### Directions for this task:
Where the data below begins, start retyping exactly, and end on the line with "0 #386e6b) drop-shadow(-2px", which is included; no picture goes in.

### Collected data entries:
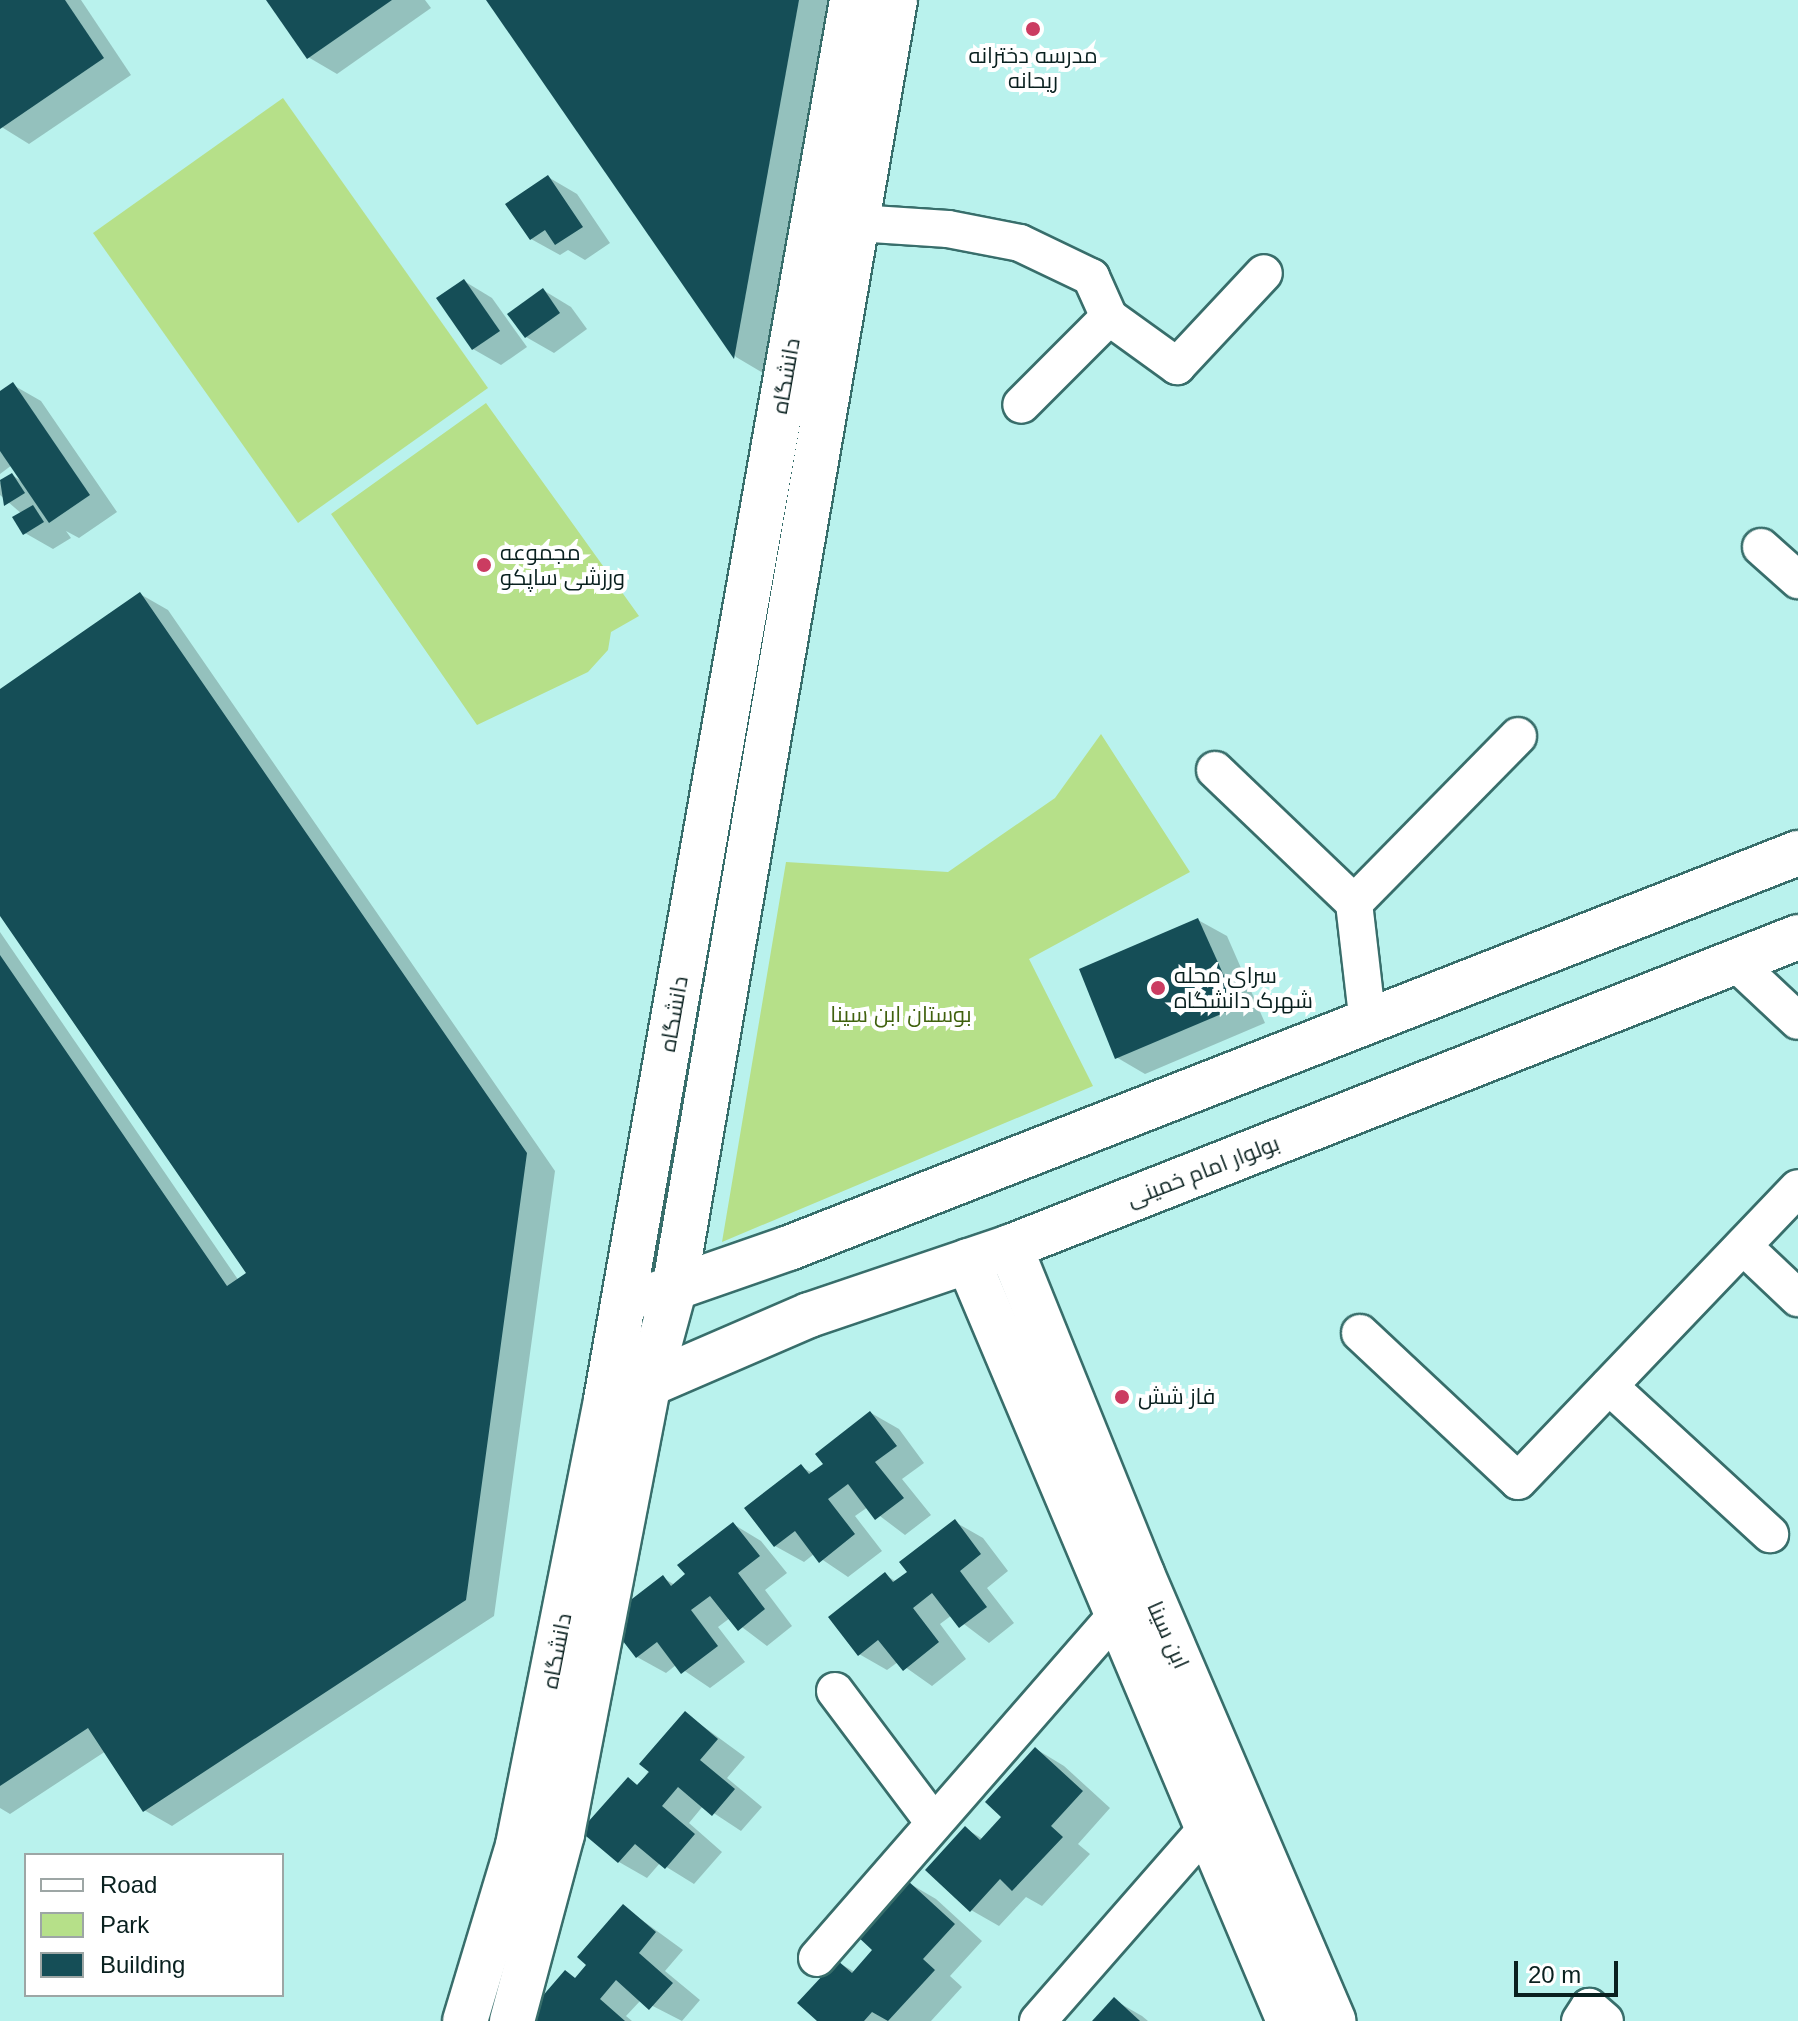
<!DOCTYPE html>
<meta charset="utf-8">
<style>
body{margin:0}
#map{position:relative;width:1798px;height:2021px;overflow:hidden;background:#b9f2ed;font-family:Helvetica,Cairo,sans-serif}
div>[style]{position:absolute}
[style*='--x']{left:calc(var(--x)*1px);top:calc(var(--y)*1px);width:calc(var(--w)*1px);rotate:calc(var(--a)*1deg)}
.green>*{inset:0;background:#b6e089}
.shadow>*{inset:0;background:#0003}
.building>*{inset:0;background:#154e57}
.roads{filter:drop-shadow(2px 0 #386e6b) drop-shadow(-2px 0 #386e6b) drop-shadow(0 2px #386e6b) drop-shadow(0 -2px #386e6b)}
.street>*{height:36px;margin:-18px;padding:0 18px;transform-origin:18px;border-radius:18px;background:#fff}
.secondary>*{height:44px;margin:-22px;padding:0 22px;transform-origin:22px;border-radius:22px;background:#fff}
.dots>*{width:22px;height:22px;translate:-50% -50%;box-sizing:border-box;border:4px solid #fff;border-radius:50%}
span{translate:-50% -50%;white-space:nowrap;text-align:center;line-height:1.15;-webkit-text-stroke:8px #fff;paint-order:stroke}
.poi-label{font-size:22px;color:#09201f}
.left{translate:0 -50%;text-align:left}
.street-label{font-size:22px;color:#09201f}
.park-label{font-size:22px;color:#40610e}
.legend{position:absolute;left:24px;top:1853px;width:260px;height:144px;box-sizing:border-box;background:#fff;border:2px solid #9da6a5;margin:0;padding:10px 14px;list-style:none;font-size:24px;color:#09201f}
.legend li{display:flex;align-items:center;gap:16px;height:40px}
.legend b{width:40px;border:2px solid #9da6a5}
.scale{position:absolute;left:1514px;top:1961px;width:104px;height:36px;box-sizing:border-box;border:4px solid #09201f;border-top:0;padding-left:10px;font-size:24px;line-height:28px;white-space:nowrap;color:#09201f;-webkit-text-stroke:6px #fff;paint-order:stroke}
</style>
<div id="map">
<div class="green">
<div style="clip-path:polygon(283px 98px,488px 388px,298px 523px,93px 233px)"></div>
<div style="clip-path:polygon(486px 403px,639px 616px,611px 632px,608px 650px,588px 672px,477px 725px,331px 514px)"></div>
<div style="clip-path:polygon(1101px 734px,1190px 872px,1029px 959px,1093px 1086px,722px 1242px,786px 862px,948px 872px,1055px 798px)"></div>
</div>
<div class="shadow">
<div style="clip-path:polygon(0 0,81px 0,131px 75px,29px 144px,0 126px)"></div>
<div style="clip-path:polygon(269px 0,425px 0,431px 8px,337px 74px,308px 57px)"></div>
<div style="clip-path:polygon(489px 0,830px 0,763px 373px,736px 357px)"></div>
<div style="clip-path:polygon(548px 177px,577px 194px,610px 243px,585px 260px,568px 250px,560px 255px,531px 239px)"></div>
<div style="clip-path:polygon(464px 281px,492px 298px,527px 347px,501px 365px,473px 349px)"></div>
<div style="clip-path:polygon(543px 290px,571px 307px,587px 329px,554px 353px,526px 337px)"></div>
<div style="clip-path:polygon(13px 385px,41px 401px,117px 512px,79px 538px,66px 531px,71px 538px,53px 549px,25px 533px,22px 514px,0 495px,0 483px,12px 475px,23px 482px,12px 465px,0 474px,0 393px)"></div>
<div style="clip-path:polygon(140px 594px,168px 610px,555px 1171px,494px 1616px,172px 1826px,144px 1810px,106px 1751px,10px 1814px,0 1808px,0 932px,239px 1281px,249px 1274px,0 913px,0 691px)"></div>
<div style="clip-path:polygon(1198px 920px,1227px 936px,1265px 1023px,1145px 1074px,1116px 1057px)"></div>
<div style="clip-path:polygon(871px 1413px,899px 1429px,924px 1463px,902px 1479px,931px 1515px,905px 1535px,868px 1507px,855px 1516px,882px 1551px,848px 1577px,814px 1554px,804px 1562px,775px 1546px,801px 1467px,813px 1473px,826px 1464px)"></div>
<div style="clip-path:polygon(955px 1522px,983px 1538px,1008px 1571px,987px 1588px,1014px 1623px,989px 1643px,952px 1615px,940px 1624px,966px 1659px,932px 1686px,898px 1662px,887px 1670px,859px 1654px,885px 1575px,897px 1582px,909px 1572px)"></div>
<div style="clip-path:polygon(733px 1524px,761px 1541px,787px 1573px,765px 1590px,792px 1626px,767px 1646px,730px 1618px,718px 1627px,745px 1662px,710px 1688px,676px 1665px,666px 1673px,637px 1657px,663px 1578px,675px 1585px)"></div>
<div style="clip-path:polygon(685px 1713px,745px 1757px,727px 1778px,762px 1807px,741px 1831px,703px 1806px,689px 1823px,722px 1852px,694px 1884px,660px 1863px,647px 1878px,619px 1862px,628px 1779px,639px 1786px)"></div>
<div style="clip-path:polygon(1036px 1749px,1064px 1766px,1110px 1808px,1078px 1844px,1090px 1854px,1042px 1906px,1026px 1897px,999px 1926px,971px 1910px,966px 1829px,983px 1839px,1003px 1817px)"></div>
<div style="clip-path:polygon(907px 1882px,936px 1899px,982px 1941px,950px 1976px,962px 1987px,931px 2021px,820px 2021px,837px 1962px,855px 1972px,875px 1949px)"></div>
<div style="clip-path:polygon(624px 1907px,683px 1950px,665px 1971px,700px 2000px,682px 2021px,641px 2000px,626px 2016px,632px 2021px,524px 2021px,577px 1979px)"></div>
<div style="clip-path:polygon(1114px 2000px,1142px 2016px,1148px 2021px,1095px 2021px)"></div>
</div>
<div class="building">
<div style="clip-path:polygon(0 0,65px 0,104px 58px,0 129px)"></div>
<div style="clip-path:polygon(266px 0,392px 0,307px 59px)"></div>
<div style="clip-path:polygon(486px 0,799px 0,734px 359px)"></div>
<div style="clip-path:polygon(548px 175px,583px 227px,555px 245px,545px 230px,530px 240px,505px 204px)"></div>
<div style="clip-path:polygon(464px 279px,500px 331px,472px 350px,436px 298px)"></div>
<div style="clip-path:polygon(543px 288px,560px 313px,525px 338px,507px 314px)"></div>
<div style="clip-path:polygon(13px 382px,90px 495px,49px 523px,0 451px,0 391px)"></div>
<div style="clip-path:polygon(12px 473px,25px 493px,4px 506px,0 480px)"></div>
<div style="clip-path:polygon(33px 505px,44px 522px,23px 535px,12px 517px)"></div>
<div style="clip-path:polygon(140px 592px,527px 1153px,466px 1600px,143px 1812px,88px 1728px,0 1786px,0 955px,227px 1286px,246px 1273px,0 916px,0 689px)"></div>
<div style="clip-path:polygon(1198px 918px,1238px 1007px,1115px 1059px,1079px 969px)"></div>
<div style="clip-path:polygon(870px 1411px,897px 1446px,875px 1462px,904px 1498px,875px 1520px,848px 1484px,828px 1499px,855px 1534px,819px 1563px,795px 1531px,774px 1547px,744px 1508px,801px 1464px,809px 1474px,823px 1464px,815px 1454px)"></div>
<div style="clip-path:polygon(955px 1519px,981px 1554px,960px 1571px,987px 1607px,959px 1628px,932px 1593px,913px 1608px,939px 1642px,903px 1671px,878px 1640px,858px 1656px,828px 1617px,885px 1572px,893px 1582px,907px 1572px,899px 1562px)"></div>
<div style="clip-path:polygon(733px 1522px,760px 1556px,738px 1573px,765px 1609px,738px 1631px,710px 1596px,691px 1610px,718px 1646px,681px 1674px,657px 1642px,636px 1658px,606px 1619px,663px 1575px,671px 1586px,685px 1574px,677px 1565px)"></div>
<div style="clip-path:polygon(685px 1711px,718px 1739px,700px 1760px,735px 1789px,712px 1816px,678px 1787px,662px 1806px,695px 1834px,665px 1869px,635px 1844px,618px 1863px,580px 1831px,628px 1777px,637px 1785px,649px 1772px,639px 1764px)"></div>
<div style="clip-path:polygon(1035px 1747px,1083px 1791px,1051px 1826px,1063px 1837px,1012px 1891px,1000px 1879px,970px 1912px,925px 1870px,965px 1826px,980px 1840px,1001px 1817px,985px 1802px)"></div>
<div style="clip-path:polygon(907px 1880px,955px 1924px,923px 1959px,935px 1970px,888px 2021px,872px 2012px,864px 2021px,817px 2021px,797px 2003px,837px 1960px,852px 1973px,872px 1950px,856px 1935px)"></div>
<div style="clip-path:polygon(623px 1904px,656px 1932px,639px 1953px,673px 1983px,649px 2010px,616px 1980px,600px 1999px,625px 2021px,521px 2021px,565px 1970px,575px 1978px,586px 1965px,577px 1957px)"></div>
<div style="clip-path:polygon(1114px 1997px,1140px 2021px,1092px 2021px)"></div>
</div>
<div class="roads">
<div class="street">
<div style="--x:857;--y:223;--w:91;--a:3.8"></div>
<div style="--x:948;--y:229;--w:73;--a:11"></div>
<div style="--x:1020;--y:243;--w:79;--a:25.6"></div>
<div style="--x:1091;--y:277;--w:44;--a:65.8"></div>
<div style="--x:1109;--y:317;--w:124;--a:135"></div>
<div style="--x:1109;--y:317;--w:84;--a:35.8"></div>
<div style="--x:1177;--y:366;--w:127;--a:-46.9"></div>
<div style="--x:1761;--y:547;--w:50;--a:41.7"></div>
<div style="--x:1215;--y:770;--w:192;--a:43.7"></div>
<div style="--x:1354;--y:903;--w:122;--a:83.4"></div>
<div style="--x:1354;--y:903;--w:234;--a:-45.5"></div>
<div style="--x:1735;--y:962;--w:86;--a:43.1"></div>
<div style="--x:1743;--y:1246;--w:76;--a:43.4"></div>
<div style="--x:1360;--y:1333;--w:216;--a:43.1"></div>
<div style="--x:1518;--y:1481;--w:405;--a:-46.3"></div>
<div style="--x:1609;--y:1386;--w:219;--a:42.6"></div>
<div style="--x:835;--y:1691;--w:165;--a:53.1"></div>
<div style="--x:817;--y:1958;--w:456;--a:-48.9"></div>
<div style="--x:1038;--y:2021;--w:257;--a:-48.8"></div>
<div style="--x:1580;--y:2021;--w:17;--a:-57"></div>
<div style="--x:1589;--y:2007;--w:21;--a:41"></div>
</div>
<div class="secondary">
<div style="--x:1010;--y:1247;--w:353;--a:68"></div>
<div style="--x:1142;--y:1574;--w:486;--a:66.8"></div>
<div style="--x:968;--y:1261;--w:825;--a:67.1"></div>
<div style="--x:651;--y:1296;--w:146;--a:-19.2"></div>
<div style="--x:789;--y:1248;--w:1084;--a:-21.38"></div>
<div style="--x:631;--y:1392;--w:194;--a:-23.4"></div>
<div style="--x:809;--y:1315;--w:212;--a:-18.7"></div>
<div style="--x:1010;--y:1247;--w:847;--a:-21.47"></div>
<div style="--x:465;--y:2021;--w:184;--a:-73.2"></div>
<div style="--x:518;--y:1845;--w:454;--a:-78.8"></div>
<div style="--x:606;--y:1400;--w:1421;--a:-80.03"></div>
<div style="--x:512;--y:2021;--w:194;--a:-75"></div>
<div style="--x:562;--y:1834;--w:456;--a:-79.1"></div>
<div style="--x:648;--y:1386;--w:99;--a:-74.8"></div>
<div style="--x:674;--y:1290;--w:1309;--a:-80.28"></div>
</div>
</div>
<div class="dots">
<div style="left:1033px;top:29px;background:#cb3c61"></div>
<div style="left:484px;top:565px;background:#cb3c61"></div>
<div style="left:1158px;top:988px;background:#cb3c61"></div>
<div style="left:1122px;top:1397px;background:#cb3c61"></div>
</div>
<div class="poi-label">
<span style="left:1033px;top:68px">مدرسه دخترانه<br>ریحانه</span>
<span class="left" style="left:500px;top:565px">مجموعه<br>ورزشی ساپکو</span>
<span class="left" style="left:1174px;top:988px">سرای محله<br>شهرک دانشگاه</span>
<span class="left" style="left:1138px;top:1397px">فاز شش</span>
</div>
<div class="street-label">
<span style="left:786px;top:376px;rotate:-80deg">دانشگاه</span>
<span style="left:674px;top:1014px;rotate:-80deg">دانشگاه</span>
<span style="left:1203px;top:1171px;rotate:-21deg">بولوار امام خمینی</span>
<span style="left:1168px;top:1635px;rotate:66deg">ابن سینا</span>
<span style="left:557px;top:1651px;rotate:-79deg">دانشگاه</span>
</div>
<div class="park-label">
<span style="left:901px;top:1015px">بوستان ابن سینا</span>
</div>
<ul class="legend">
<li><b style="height:10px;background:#fff"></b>Road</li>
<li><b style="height:22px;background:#b6e089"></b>Park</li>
<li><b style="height:22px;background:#154e57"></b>Building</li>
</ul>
<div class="scale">20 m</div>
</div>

### Solution to this task:
<!DOCTYPE html>
<meta charset="utf-8">
<style>
body{margin:0}
#map{position:relative;width:1798px;height:2021px;overflow:hidden;background:#b9f2ed;font-family:Helvetica,Cairo,sans-serif}
div>[style]{position:absolute}
[style*='--x']{left:calc(var(--x)*1px);top:calc(var(--y)*1px);width:calc(var(--w)*1px);rotate:calc(var(--a)*1deg)}
.green>*{inset:0;background:#b6e089}
.shadow>*{inset:0;background:#0003}
.building>*{inset:0;background:#154e57}
.roads{filter:drop-shadow(2px 0 #386e6b) drop-shadow(-2px 0 #386e6b) drop-shadow(0 2px #386e6b) drop-shadow(0 -2px #386e6b)}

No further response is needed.